** WHAT YOU SHOULD DO **
Copy each line of the records below that mentions the word "turn".

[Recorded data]
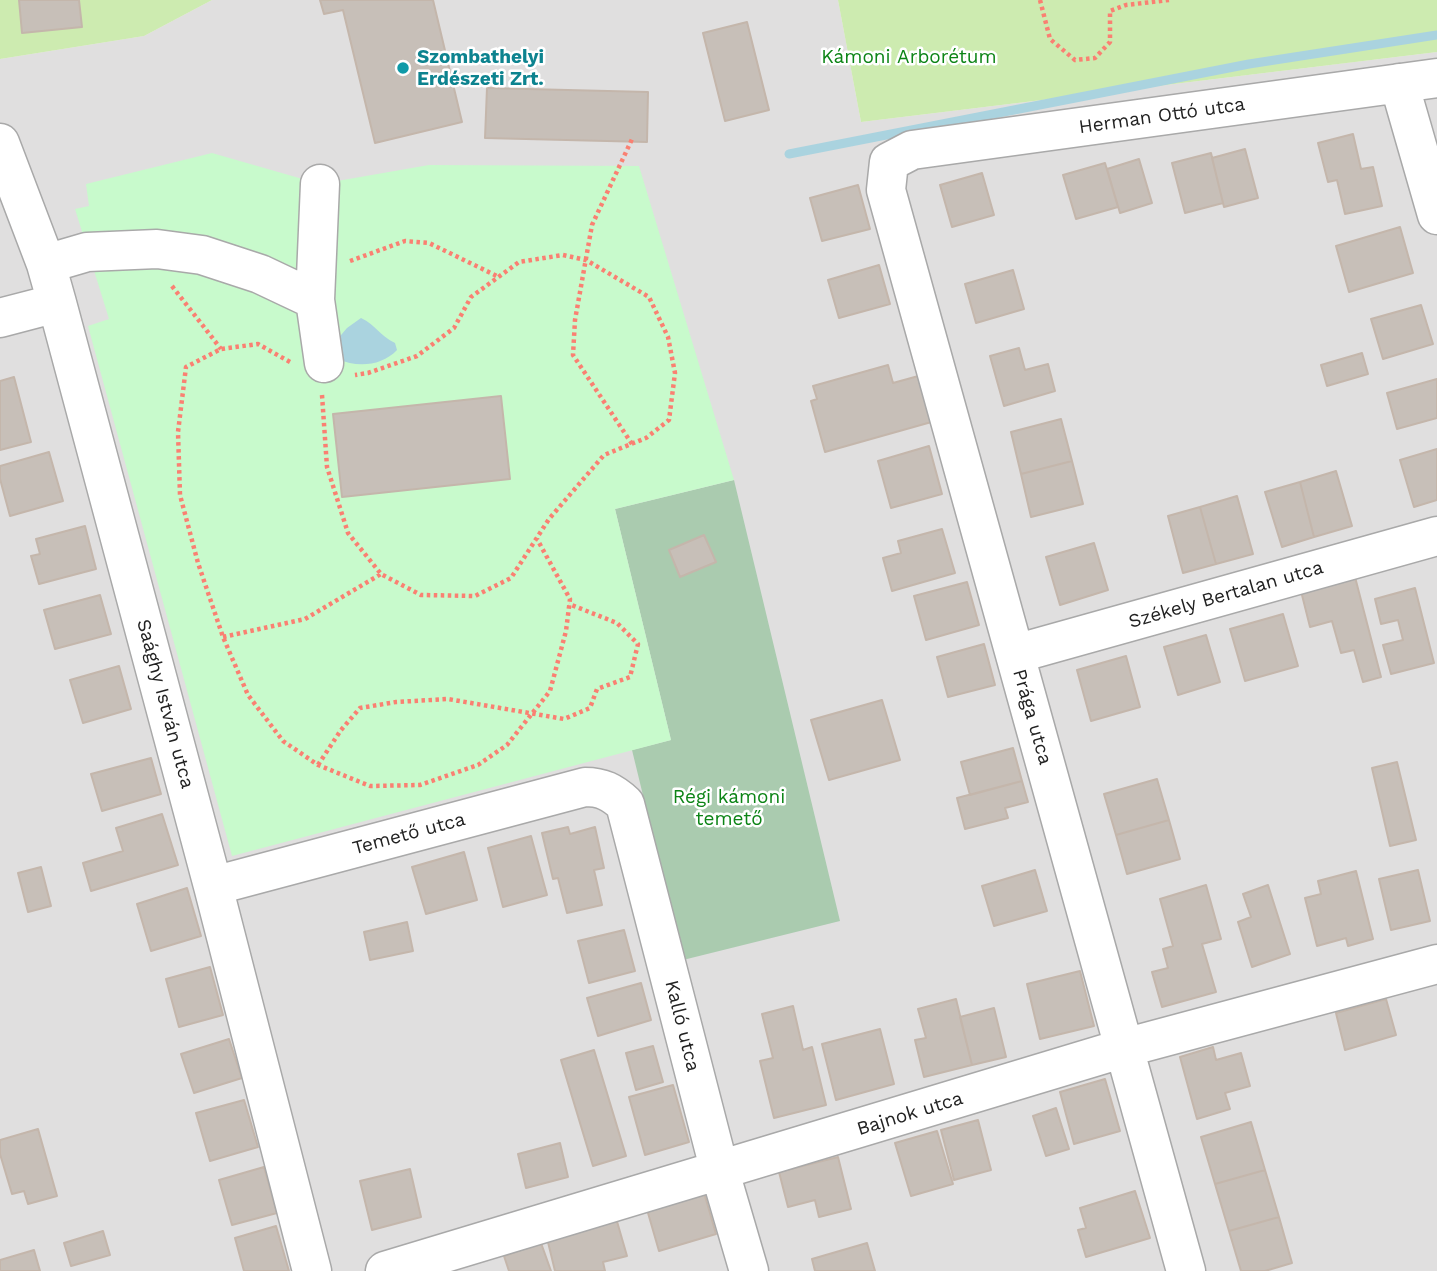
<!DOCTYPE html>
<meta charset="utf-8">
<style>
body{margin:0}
canvas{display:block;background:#f2efe9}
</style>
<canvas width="1437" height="1271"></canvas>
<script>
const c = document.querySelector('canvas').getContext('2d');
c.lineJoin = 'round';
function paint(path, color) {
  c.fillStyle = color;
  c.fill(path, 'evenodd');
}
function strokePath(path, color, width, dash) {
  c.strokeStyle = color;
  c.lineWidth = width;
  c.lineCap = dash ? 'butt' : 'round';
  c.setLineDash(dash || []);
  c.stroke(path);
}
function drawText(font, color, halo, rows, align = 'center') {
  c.font = font + ' "Work Sans",sans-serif';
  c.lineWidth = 5;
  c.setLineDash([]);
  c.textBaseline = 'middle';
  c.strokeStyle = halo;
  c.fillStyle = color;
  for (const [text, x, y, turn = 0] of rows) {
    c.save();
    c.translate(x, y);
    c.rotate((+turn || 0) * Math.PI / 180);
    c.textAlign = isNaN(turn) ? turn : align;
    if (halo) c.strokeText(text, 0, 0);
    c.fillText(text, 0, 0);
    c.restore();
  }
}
paint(new Path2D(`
 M212 0H838L861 122 1437 52V1271H0V59L144 36Z`), '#e0dfdf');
paint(new Path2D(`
 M0 0H212L144 36 0 59Z
 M838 0H1437V52L861 122Z`), '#cdebb0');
paint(new Path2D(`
 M734 480 840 921 683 960 632 750 671 740 615 509Z`), '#aacbaf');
paint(new Path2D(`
 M212 153 320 184 429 165 639 166 734 480 615 509 671 740 232 856 88 326 109 319 75 209 89 206 86 184Z`), '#c8facc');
paint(new Path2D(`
 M361 318C376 325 379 335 395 343L397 350C382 366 357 368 338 359L336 341 347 328Z`), '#aad3df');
strokePath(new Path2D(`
 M789 154 1249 64 1437 35`), '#aad3df', 9);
const building = new Path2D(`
 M19 0H79L82 27 22 33Z
 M320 0H433L462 122 375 143 343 10 324 14Z
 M747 22 769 110 725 121 703 33Z
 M487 88 648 92 647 142 485 138Z
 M1353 134 1361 169 1373 167 1382 206 1345 214 1337 180 1328 182 1318 143Z
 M1245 149 1258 198 1224 207 1212 158Z
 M1211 153 1223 203 1185 213 1172 163Z
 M1139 159 1152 203 1120 213 1107 169Z
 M1105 163 1118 207 1076 219 1063 175Z
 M982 173 994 215 952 227 940 185Z
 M858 185 870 229 822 241 810 198Z
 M1400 227 1413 273 1349 292 1336 246Z
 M879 265 890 304 839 318 828 280Z
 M1013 270 1024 309 976 323 965 284Z
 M1421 305 1433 344 1383 359 1371 319Z
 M1019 348 1025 370 1048 364 1055 391 1004 406 990 356Z
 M1362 353 1368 374 1327 386 1321 365Z
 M888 365 893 383 922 375 935 421 825 452 811 401 817 399 813 386Z
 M14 377 31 442 0 450V381Z
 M1437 379V418L1397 429 1387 393Z
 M501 396 510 479 342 497 333 414Z
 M1061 419 1072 461 1021 474 1011 432Z
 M929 446 942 494 891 508 878 461Z
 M1437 449V500L1414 507 1400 460Z
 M49 452 63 501 10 516 0 479V466Z
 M1072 461 1083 504 1031 517 1021 474Z
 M1336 471 1352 526 1314 537 1300 482Z
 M1300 482 1314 537 1282 547 1265 492Z
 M1237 496 1253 554 1216 564 1200 507Z
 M1200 507 1216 564 1183 573 1168 516Z
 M85 526 96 569 39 584 31 556 40 554 36 539Z
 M942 529 955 573 892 591 883 558 901 553 898 541Z
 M704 535 716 562 680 577 669 550Z
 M1094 543 1108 590 1060 605 1046 557Z
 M1355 577 1381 677 1363 682 1354 650 1341 653 1332 621 1310 627 1301 591Z
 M967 582 979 625 926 640 914 596Z
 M1415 588 1434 663 1391 674 1383 645 1403 640 1398 620 1381 624 1375 599Z
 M100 595 111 634 55 649 44 610Z
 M1283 614 1298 666 1245 681 1230 629Z
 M1206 635 1220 682 1178 695 1164 647Z
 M984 644 995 685 948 697 937 657Z
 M1126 656 1140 707 1091 721 1077 670Z
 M119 666 131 709 83 723 70 680Z
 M882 700 900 760 829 780 811 720Z
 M1013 748 1022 781 970 795 961 762Z
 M151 758 161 794 102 811 91 774Z
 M1397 762 1416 840 1390 846 1372 768Z
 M1157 779 1169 820 1116 835 1104 794Z
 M1022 781 1028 802 1005 808 1008 818 965 829 957 798Z
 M162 814 178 865 91 891 83 863 123 851 116 828Z
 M1169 820 1180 859 1127 874 1116 835Z
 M568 827 570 834 595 827 604 868 594 870 602 905 567 913 558 878 553 879 542 833Z
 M531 836 547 895 503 907 488 848Z
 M464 852 477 900 426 914 412 867Z
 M41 867 51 906 28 912 18 873Z
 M1035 870 1047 911 994 926 982 886Z
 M1418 870 1430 921 1391 930 1379 879Z
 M1356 871 1373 939 1348 946 1346 938 1317 946 1305 898 1321 894 1318 881Z
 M1206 885 1221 939 1202 944 1216 992 1162 1007 1152 972 1168 968 1163 949 1173 946 1160 899Z
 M1268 885 1290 954 1252 967 1238 922 1251 917 1243 894Z
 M187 888 201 936 151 951 137 904Z
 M407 922 413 951 370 960 364 932Z
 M624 930 635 971 589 983 578 941Z
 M210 967 223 1015 179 1027 166 979Z
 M1080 971 1094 1026 1040 1039 1027 984Z
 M641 983 651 1020 598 1036 587 998Z
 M956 999 972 1065 924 1077 915 1040 926 1038 918 1009Z
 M1386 999 1396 1035 1345 1050 1336 1013Z
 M793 1006 803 1050 812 1047 826 1105 774 1118 760 1061 773 1058 762 1014Z
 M994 1008 1006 1057 972 1065 960 1017Z
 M880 1029 894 1084 836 1100 822 1044Z
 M229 1039 242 1078 194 1093 181 1054Z
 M653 1046 663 1082 636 1090 626 1053Z
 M1213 1047 1216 1060 1241 1053 1250 1086 1225 1093 1230 1109 1197 1119 1180 1057Z
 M594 1050 626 1156 593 1166 561 1060Z
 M1105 1079 1120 1131 1074 1144 1060 1092Z
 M673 1085 689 1142 645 1155 629 1097Z
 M244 1100 258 1147 210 1161 196 1113Z
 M1056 1108 1069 1149 1046 1156 1033 1116Z
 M978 1120 991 1170 954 1180 941 1130Z
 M1251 1122 1265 1170 1215 1184 1201 1137Z
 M38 1129 57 1196 28 1204 24 1191 12 1194 0 1154V1140Z
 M937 1131 953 1184 911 1196 895 1143Z
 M560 1143 568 1177 526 1188 518 1154Z
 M838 1157 851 1209 819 1217 815 1200 788 1207 779 1172Z
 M264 1167 277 1213 232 1225 219 1180Z
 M410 1169 421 1217 372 1230 360 1181Z
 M1265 1170 1279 1217 1229 1231 1215 1184Z
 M703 1189 716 1234 659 1251 646 1206Z
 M1135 1191 1150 1238 1086 1257 1078 1230 1086 1228 1080 1208Z
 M1279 1217 1292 1263 1265 1271H1241L1229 1231Z
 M616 1218 627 1256 603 1262 605 1271H555L547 1238Z
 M276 1226 289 1271H244L235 1238Z
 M103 1231 110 1255 71 1266 64 1243Z
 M541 1243 551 1271H509L504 1256Z
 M867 1243 875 1271H815L812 1259Z
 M34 1250 40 1271H0V1260Z`);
paint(building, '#c7bfb8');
strokePath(building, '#c4b6ab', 2);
const minor = new Path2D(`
 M1399 83 1437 215
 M0 143 46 264 57 303 213 886 312 1271
 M46 264 87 252 157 249 202 255 260 274 315 300 324 363
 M315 300 320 184
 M0 318 57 303
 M1015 654 1437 536
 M213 886 585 787C602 787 612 792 625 804L720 1172 749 1271
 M385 1271 1124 1048 1437 964
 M1186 1271 886 190 889 162 912 150 1437 78`);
strokePath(minor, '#a9a9a9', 41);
strokePath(new Path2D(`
 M1040 0 1050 39 1075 60 1095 58 1110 42V11L1126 5 1169 0
 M350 261 405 241 429 243 499 277
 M172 286 221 349
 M290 362 258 344 221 349 186 367 178 432 180 495 198 563 223 637 248 695 283 741 318 765 370 786 420 785 478 765 507 745 550 691 566 631 570 599 537 539
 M322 395 327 467 348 533 381 574 421 595 475 596 511 578 549 519 604 455 646 438 669 420 675 373 668 337 649 297 586 260 563 255 519 262 471 297 454 328 417 356 368 373 355 375
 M632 444 573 355 575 320 592 225 633 137
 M223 637 305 619 381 574
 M318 765 341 730 360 708 396 702 448 699 564 719 590 708 597 689 630 677 638 644 617 623 569 604`), '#fa8072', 4.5, [3.5, 3.5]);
strokePath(minor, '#fff', 38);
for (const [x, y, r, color] of [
 [403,68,7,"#0f9aa8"]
]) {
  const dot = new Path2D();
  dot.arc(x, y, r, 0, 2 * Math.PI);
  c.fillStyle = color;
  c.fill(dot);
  strokePath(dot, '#fff', 2.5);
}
drawText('bold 19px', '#0d838f', '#fff', [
 ["Szombathelyi",417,57],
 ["Erdészeti Zrt.",417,79]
], 'left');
drawText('19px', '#0c8416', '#fff', [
 ["Kámoni Arborétum",909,57],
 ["Régi kámoni",729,797],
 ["temető",729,819]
]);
drawText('19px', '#222', '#fff', [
 ["Herman Ottó utca",1162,116,-8],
 ["Székely Bertalan utca",1226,595,-16],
 ["Saághy István utca",165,704,75],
 ["Prága utca",1032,717,74],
 ["Temető utca",409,834,-15],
 ["Kalló utca",682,1026,76],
 ["Bajnok utca",910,1114,-17]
]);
</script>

** OUTPUT **
  for (const [text, x, y, turn = 0] of rows) {
    c.rotate((+turn || 0) * Math.PI / 180);
    c.textAlign = isNaN(turn) ? turn : align;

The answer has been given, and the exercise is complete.